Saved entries
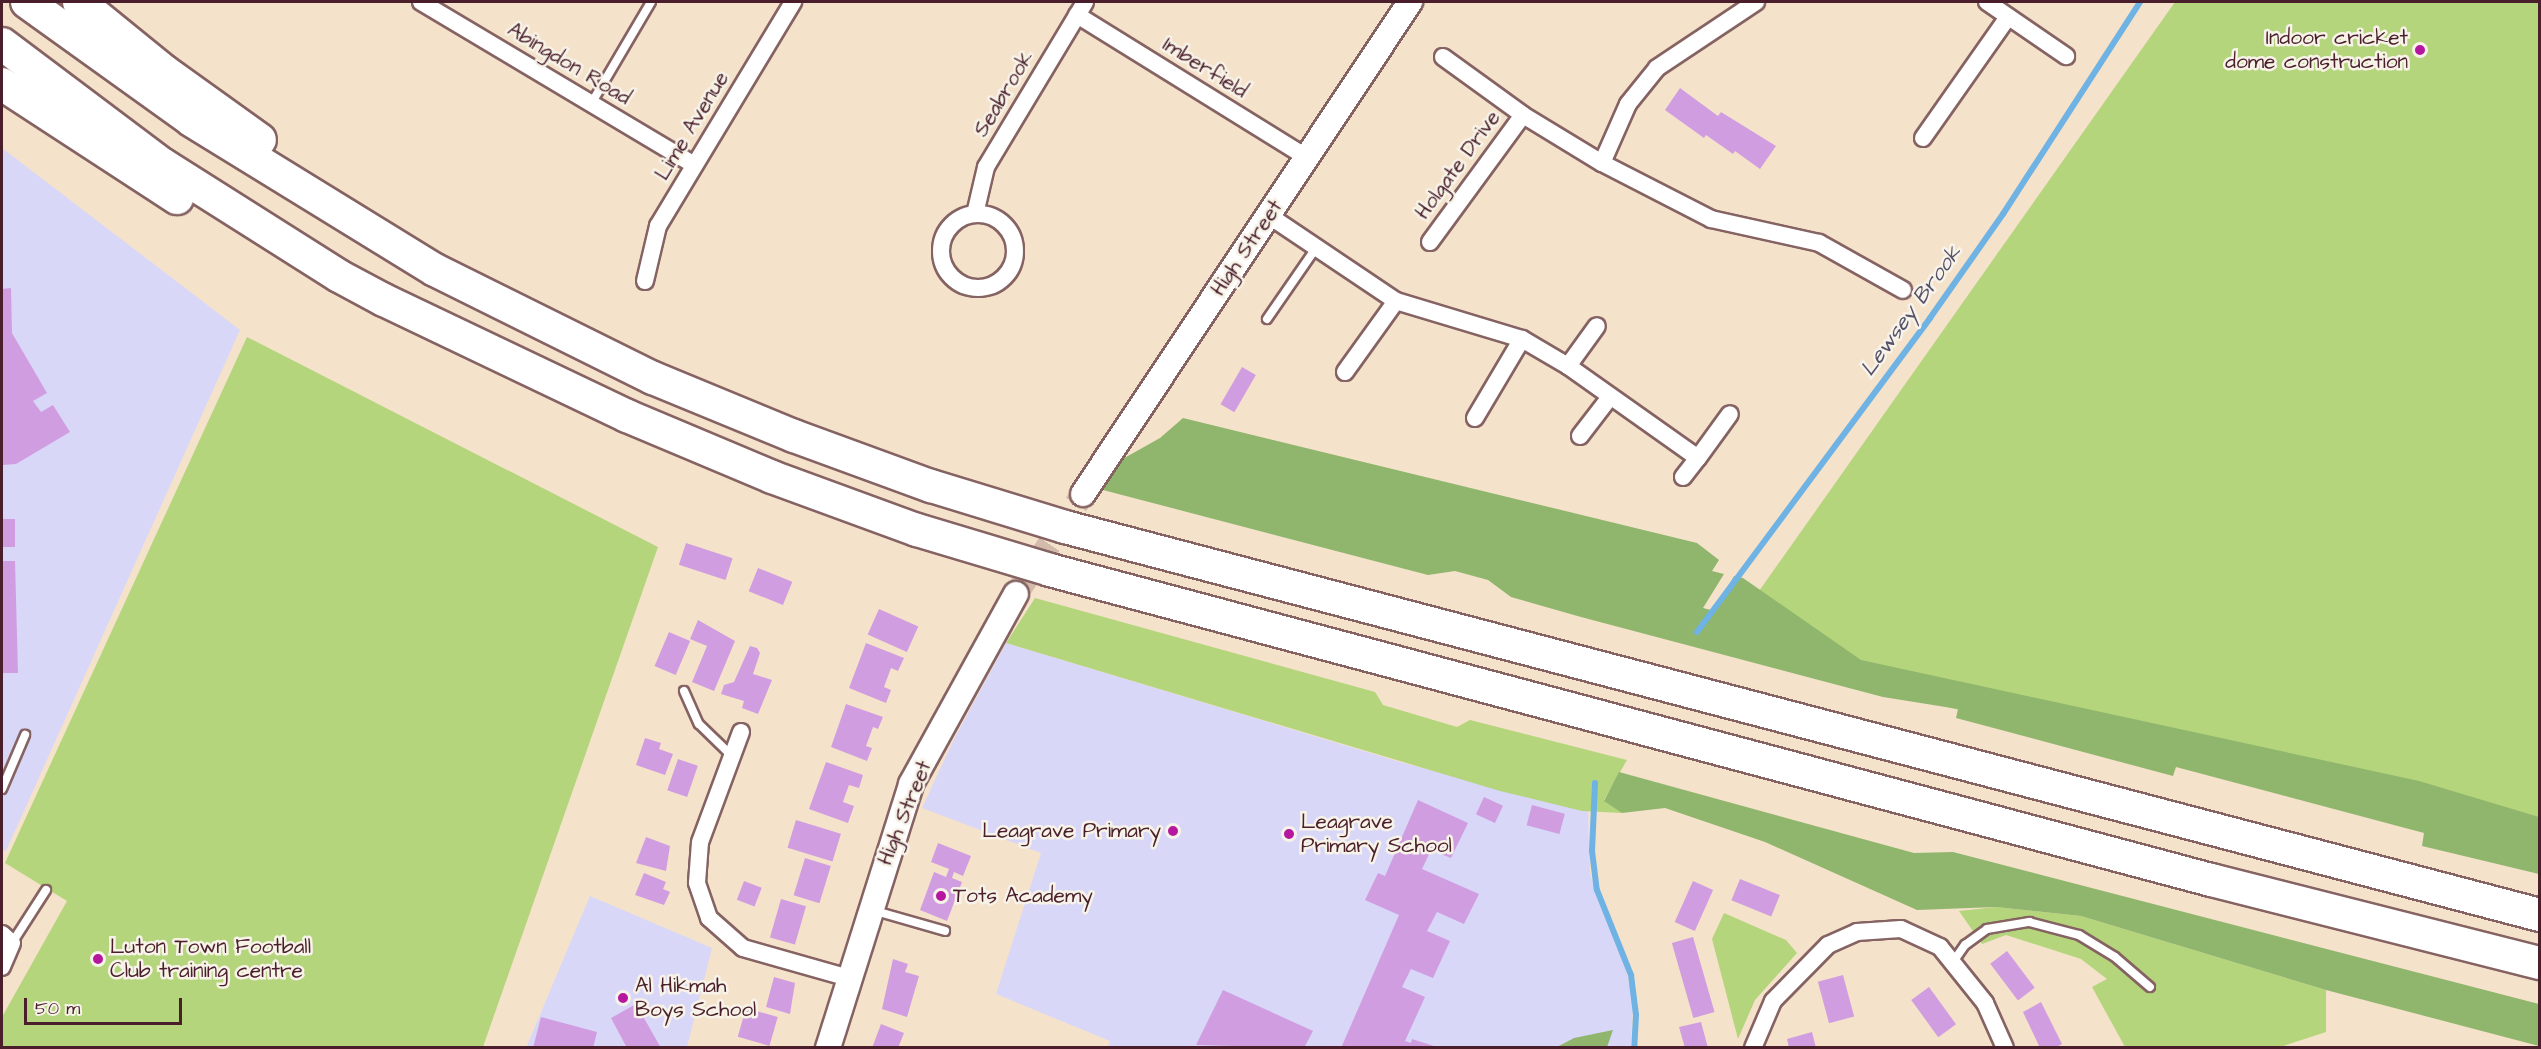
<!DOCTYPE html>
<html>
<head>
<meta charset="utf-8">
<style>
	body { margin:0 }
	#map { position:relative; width:2541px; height:1049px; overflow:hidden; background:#f5e2cb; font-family:"Architects Daughter",sans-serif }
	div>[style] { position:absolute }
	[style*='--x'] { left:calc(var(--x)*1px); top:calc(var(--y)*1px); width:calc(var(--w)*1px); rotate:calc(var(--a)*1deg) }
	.built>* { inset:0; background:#d9d7f8 }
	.green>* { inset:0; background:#b4d57c }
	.forest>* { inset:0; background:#8fb66c }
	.stream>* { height:6px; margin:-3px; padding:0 3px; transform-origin:3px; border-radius:3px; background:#6fb2e4 }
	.building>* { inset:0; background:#d09ee0; transform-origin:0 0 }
	.secondary-tunnel>* { height:24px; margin-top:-12px; transform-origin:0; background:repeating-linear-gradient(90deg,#d3bbab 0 24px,transparent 0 36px) }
	.roads { filter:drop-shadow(2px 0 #866363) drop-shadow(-2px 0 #866363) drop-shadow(0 2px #866363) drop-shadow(0 -2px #866363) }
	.lane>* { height:8px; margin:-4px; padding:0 4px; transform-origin:4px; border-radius:4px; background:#fff }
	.street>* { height:16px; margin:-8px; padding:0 8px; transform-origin:8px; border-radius:8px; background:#fff }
	.street>.ring { margin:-8px; padding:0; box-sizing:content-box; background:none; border:16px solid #fff; border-radius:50% }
	.secondary>* { height:24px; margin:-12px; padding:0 12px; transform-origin:12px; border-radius:12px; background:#fff }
	.highway>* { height:32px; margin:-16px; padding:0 16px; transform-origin:16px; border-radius:16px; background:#fff }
	.dots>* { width:16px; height:16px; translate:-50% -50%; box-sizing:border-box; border:3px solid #f7f3e8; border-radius:50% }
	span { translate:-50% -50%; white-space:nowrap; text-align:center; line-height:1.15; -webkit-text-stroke:5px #f7f3e8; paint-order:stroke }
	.poi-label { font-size:21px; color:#4a1f2b }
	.right { translate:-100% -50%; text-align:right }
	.left { translate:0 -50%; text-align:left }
	.street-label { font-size:21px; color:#4a1f2b }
	.water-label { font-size:22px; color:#57526c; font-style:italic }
	.frame { position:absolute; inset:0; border:3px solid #4a1f2b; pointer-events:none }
	.scale { position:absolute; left:24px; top:998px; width:158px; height:27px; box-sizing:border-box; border:3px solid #4a1f2b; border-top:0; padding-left:8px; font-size:18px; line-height:21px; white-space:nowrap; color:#4a1f2b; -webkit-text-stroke:4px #f7f3e8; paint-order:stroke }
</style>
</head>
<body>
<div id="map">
	<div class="built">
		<div style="clip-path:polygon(2px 148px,240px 330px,6px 851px,2px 850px)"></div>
		<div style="clip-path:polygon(1006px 643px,1400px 762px,1588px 811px,1590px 874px,1626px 970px,1633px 1001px,1631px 1047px,1108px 1047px,1110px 1041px,996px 994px,1041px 853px,922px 808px,954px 739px)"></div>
		<div style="clip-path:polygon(590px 896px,712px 948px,687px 1047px,526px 1048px)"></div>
	</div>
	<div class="green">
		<div style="clip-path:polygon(2175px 2px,2539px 2px,2539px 848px,1716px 652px)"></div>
		<div style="clip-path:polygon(247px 337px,658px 547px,483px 1047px,2px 1048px,2px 1017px,67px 901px,5px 863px)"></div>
		<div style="clip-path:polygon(1035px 598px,1375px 692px,1383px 705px,1457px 727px,1470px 720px,1627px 760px,1604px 800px,1622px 813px,1582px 811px,1500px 791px,1006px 643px)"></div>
		<div style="clip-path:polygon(1996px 907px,2081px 916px,2326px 990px,2326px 1032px,2280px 1047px,2125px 1047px,2092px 987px,2107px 979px,2081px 959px,2006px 935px,1982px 944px,1959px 911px)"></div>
		<div style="clip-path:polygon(1724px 913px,1786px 940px,1797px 953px,1755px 1000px,1738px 1039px,1712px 939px)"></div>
	</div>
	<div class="forest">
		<div style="clip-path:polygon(1183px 418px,1697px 543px,1719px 560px,1712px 571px,1724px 574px,1703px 608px,1715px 611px,1734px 576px,1743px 578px,1861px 660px,2419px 781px,2539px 817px,2539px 874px,2422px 846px,2424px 833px,2176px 767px,2173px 776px,1956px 718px,1958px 709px,1883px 697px,1581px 617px,1511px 597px,1488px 580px,1455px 571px,1428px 575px,1103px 490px,1119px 461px,1160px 438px)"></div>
		<div style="clip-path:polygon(1619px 772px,1914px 853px,1953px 852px,2539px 1004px,2539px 1046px,2326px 990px,2081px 916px,1996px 907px,1917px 910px,1765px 842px,1665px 808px,1622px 813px,1604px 801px)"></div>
		<div style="clip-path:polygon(1613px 1030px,1607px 1047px,1557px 1047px,1574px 1038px)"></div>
	</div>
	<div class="stream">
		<div style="--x:1697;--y:632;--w:391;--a:-53.4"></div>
		<div style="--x:1930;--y:318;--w:127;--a:-54.9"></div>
		<div style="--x:2003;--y:214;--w:252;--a:-57.1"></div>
		<div style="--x:1595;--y:783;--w:68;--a:92.5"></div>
		<div style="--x:1592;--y:851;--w:39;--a:83"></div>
		<div style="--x:1597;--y:890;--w:92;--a:68.2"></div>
		<div style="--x:1631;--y:975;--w:40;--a:82.9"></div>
		<div style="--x:1636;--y:1015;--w:33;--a:93"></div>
	</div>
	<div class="building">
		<div style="clip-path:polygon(1680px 88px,1718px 116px,1721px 112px,1776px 146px,1760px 169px,1735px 151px,1733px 154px,1706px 135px,1704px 138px,1665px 110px)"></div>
		<div style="clip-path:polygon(11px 288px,12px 333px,47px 393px,33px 401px,41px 412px,53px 405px,70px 432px,16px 464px,2px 465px,2px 289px)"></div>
		<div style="left:1242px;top:367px;width:16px;height:43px;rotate:30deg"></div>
		<div style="left:2px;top:519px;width:13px;height:28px"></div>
		<div style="left:686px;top:543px;width:49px;height:23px;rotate:18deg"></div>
		<div style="clip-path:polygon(2px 561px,15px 561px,18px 673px,2px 673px)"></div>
		<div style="left:758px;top:568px;width:37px;height:25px;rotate:22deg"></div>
		<div style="left:879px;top:609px;width:43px;height:28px;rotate:24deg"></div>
		<div style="clip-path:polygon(698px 620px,735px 641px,714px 691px,692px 682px,707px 646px,690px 639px)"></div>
		<div style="left:669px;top:632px;width:23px;height:37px;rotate:23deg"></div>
		<div style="clip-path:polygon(866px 643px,904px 658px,898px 671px,891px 668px,884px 687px,891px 690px,886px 703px,849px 688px)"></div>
		<div style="clip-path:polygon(750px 646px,757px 648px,760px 653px,753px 674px,772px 680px,758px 714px,742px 708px,744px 701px,721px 694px,724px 685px,734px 682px)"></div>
		<div style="clip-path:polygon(846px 704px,883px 717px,878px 729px,873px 727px,866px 746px,872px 748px,867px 761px,831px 747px)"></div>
		<div style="clip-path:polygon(645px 738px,661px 743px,659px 749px,673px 754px,665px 775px,636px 765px)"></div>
		<div style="left:678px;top:759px;width:21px;height:33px;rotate:19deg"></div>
		<div style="clip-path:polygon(826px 762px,863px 775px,859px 788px,849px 785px,845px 796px,843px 802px,854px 806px,848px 823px,809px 809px)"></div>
		<div style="left:1484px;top:797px;width:21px;height:19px;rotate:25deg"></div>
		<div style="clip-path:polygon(1418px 800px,1468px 823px,1451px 858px,1431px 850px,1422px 869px,1479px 894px,1464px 924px,1437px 912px,1427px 931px,1450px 941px,1433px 978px,1411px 969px,1402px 987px,1425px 997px,1405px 1041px,1411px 1043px,1412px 1039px,1440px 1048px,1341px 1048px,1399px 915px,1365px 900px,1378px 873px,1385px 876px)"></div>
		<div style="left:1532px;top:805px;width:34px;height:21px;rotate:15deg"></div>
		<div style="left:796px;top:820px;width:47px;height:29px;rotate:17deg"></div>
		<div style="clip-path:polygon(646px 837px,670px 846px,666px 871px,636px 863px)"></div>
		<div style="clip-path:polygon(938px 843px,971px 856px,963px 876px,954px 872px,952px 878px,962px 882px,947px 921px,920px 910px,934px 872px,946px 877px,949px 869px,931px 862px)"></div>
		<div style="left:805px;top:858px;width:27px;height:39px;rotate:17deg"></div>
		<div style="clip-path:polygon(644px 873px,666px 882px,663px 889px,670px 892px,664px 905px,635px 895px)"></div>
		<div style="left:1740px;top:879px;width:43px;height:23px;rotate:22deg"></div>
		<div style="left:744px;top:881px;width:19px;height:20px;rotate:21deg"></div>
		<div style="left:1693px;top:881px;width:22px;height:45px;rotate:24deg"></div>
		<div style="left:781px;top:899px;width:26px;height:40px;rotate:16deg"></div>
		<div style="left:1693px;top:937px;width:78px;height:22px;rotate:74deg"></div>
		<div style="left:2007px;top:951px;width:46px;height:21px;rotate:53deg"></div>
		<div style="clip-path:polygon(893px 959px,908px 964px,905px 972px,919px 976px,907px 1017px,882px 1009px)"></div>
		<div style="left:1843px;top:975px;width:43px;height:26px;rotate:75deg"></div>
		<div style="clip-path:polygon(774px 977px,795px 983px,790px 1014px,766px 1007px)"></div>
		<div style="left:1929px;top:987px;width:46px;height:22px;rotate:54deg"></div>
		<div style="clip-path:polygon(1223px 990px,1313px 1031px,1304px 1048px,1196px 1045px)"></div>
		<div style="clip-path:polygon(2041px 1002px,2062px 1044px,2055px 1048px,2040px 1048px,2023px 1012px)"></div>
		<div style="clip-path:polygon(636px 1004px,661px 1048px,627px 1048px,611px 1018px)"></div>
		<div style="left:746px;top:1008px;width:33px;height:30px;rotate:16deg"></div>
		<div style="clip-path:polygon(541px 1017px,597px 1032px,593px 1048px,533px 1048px)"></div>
		<div style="clip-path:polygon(1701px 1022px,1708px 1048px,1685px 1048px,1679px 1027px)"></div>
		<div style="clip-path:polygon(881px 1024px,904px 1033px,898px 1048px,872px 1048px)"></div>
		<div style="clip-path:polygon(1812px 1032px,1816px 1048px,1789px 1048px,1787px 1039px)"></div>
	</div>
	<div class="secondary-tunnel">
		<div style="--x:1016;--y:594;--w:120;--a:-56.2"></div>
	</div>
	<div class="roads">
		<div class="lane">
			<div style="--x:591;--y:104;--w:118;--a:-59.5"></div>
			<div style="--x:1267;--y:319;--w:86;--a:-55.4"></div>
			<div style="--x:684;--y:691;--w:36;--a:66"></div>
			<div style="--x:699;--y:724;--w:45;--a:44.1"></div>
			<div style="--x:2;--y:789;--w:59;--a:-66.9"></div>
			<div style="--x:872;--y:910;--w:76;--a:16"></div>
			<div style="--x:12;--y:943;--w:63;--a:-57.3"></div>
			<div style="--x:1953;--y:962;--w:21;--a:-55"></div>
			<div style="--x:1965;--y:945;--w:27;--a:-36"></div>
			<div style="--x:1987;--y:929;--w:43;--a:-9.5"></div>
			<div style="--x:2029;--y:922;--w:52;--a:14.6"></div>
			<div style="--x:2079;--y:935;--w:42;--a:31.4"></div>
			<div style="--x:2115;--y:957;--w:46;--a:40.6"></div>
		</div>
		<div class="street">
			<div style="--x:421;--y:2;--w:318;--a:30.8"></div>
			<div style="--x:1987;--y:2;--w:96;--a:34.4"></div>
			<div style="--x:1077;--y:15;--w:272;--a:31.8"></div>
			<div style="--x:1443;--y:57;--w:99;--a:35.9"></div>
			<div style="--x:1523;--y:115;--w:92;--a:31.3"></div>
			<div style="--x:1602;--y:163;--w:64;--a:-66.2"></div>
			<div style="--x:1628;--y:104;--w:46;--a:-51.1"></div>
			<div style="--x:1657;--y:68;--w:119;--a:-33.7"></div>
			<div style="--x:1923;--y:138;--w:148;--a:-54.9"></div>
			<div style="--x:1602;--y:163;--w:123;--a:27.2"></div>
			<div style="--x:1711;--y:219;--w:111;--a:12.5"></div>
			<div style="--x:1819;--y:243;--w:96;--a:29.2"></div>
			<div style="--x:975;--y:214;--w:48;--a:-76.8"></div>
			<div style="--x:986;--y:167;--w:192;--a:-59"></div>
			<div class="ring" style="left:941px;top:214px;width:58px;height:58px"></div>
			<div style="--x:1268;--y:215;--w:154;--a:33.9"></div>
			<div style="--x:1396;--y:301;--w:132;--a:16.8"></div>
			<div style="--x:1522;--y:339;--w:53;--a:30.4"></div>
			<div style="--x:1568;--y:366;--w:159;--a:35.3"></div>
			<div style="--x:1698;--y:458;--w:54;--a:-54"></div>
			<div style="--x:1430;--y:242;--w:157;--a:-53.8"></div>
			<div style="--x:645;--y:281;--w:57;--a:-76.7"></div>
			<div style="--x:658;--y:226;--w:262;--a:-58.9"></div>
			<div style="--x:1568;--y:366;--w:49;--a:-54.1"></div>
			<div style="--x:1345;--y:372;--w:87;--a:-54.3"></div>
			<div style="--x:1475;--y:418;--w:92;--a:-59.3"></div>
			<div style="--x:1580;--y:436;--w:49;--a:-52.4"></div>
			<div style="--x:1683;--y:477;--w:24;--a:-52"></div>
			<div style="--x:741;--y:732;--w:117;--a:110.4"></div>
			<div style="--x:700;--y:842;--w:41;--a:94.2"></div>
			<div style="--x:697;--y:883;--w:37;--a:71"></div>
			<div style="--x:709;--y:918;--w:45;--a:41.4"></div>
			<div style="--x:743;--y:948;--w:110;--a:15.8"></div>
			<div style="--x:2;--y:934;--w:13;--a:42"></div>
			<div style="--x:12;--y:943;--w:26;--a:113"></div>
			<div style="--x:1753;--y:1048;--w:51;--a:-66.9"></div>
			<div style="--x:1773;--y:1001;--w:78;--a:-45.5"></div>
			<div style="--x:1828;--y:945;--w:32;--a:-24"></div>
			<div style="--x:1857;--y:932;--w:44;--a:-3.9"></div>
			<div style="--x:1901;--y:929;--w:43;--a:24.8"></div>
			<div style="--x:1940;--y:947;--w:72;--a:51.2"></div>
			<div style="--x:1985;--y:1003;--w:49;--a:66"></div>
		</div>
		<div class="secondary">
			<div style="--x:1083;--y:494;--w:591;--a:-56.39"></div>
			<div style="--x:828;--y:1048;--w:277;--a:-72.5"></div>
			<div style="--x:911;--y:784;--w:217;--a:-61.1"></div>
		</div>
		<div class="highway">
			<div style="--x:27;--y:2;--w:202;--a:35.7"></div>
			<div style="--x:191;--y:120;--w:286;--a:31.6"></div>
			<div style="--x:435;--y:270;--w:243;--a:26.4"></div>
			<div style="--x:653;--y:378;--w:152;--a:22.4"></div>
			<div style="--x:794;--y:436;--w:146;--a:20.1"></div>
			<div style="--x:931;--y:486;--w:140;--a:17"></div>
			<div style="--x:1065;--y:527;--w:1525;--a:14.74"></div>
			<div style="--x:79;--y:2;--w:109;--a:39.1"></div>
			<div style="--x:164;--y:71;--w:118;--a:35.7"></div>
			<div style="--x:2;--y:44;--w:200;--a:36.9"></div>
			<div style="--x:162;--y:164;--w:209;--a:32.3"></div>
			<div style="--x:339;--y:276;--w:51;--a:28.1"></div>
			<div style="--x:384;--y:300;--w:269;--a:25.5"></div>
			<div style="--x:627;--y:416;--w:157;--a:22.8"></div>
			<div style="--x:772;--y:477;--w:154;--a:20.1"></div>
			<div style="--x:917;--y:530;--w:139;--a:16.7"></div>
			<div style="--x:1050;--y:570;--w:1202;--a:14.95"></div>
			<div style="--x:2211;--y:880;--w:339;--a:14.2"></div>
			<div style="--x:2;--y:84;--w:209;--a:33.1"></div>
		</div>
	</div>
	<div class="dots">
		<div style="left:2420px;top:50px;background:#b5179e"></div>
		<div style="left:1173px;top:831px;background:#b5179e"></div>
		<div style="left:1289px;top:834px;background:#b5179e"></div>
		<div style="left:941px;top:896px;background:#b5179e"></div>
		<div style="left:98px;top:959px;background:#b5179e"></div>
		<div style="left:623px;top:998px;background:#b5179e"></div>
	</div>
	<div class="poi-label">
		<span class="right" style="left:2408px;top:50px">Indoor cricket<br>dome construction</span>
		<span class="left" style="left:1301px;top:834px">Leagrave<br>Primary School</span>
		<span class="right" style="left:1161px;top:831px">Leagrave Primary</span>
		<span class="left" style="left:953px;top:896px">Tots Academy</span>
		<span class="left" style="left:110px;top:959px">Luton Town Football<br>Club training centre</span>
		<span class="left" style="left:635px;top:998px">Al Hikmah<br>Boys School</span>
	</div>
	<div class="street-label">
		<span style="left:569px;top:64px;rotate:31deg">Abingdon Road</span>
		<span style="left:1205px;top:68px;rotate:32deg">Imberfield</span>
		<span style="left:1004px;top:94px;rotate:-59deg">Seabrook</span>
		<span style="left:692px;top:126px;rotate:-59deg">Lime Avenue</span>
		<span style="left:1458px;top:165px;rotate:-54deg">Holgate Drive</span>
		<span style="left:1247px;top:248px;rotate:-56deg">High Street</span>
		<span style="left:905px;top:813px;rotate:-68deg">High Street</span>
	</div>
	<div class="water-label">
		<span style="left:1911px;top:311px;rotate:-54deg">Lewsey Brook</span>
	</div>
	<div class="frame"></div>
	<div class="scale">50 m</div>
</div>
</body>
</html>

§ **INSTRUCTIONS TO FOLLOW**
Where does "stream" appear in the records above? Copy each line that holds it.

§ **ANSWER TO THIS PROBLEM**
	.stream>* { height:6px; margin:-3px; padding:0 3px; transform-origin:3px; border-radius:3px; background:#6fb2e4 }
	<div class="stream">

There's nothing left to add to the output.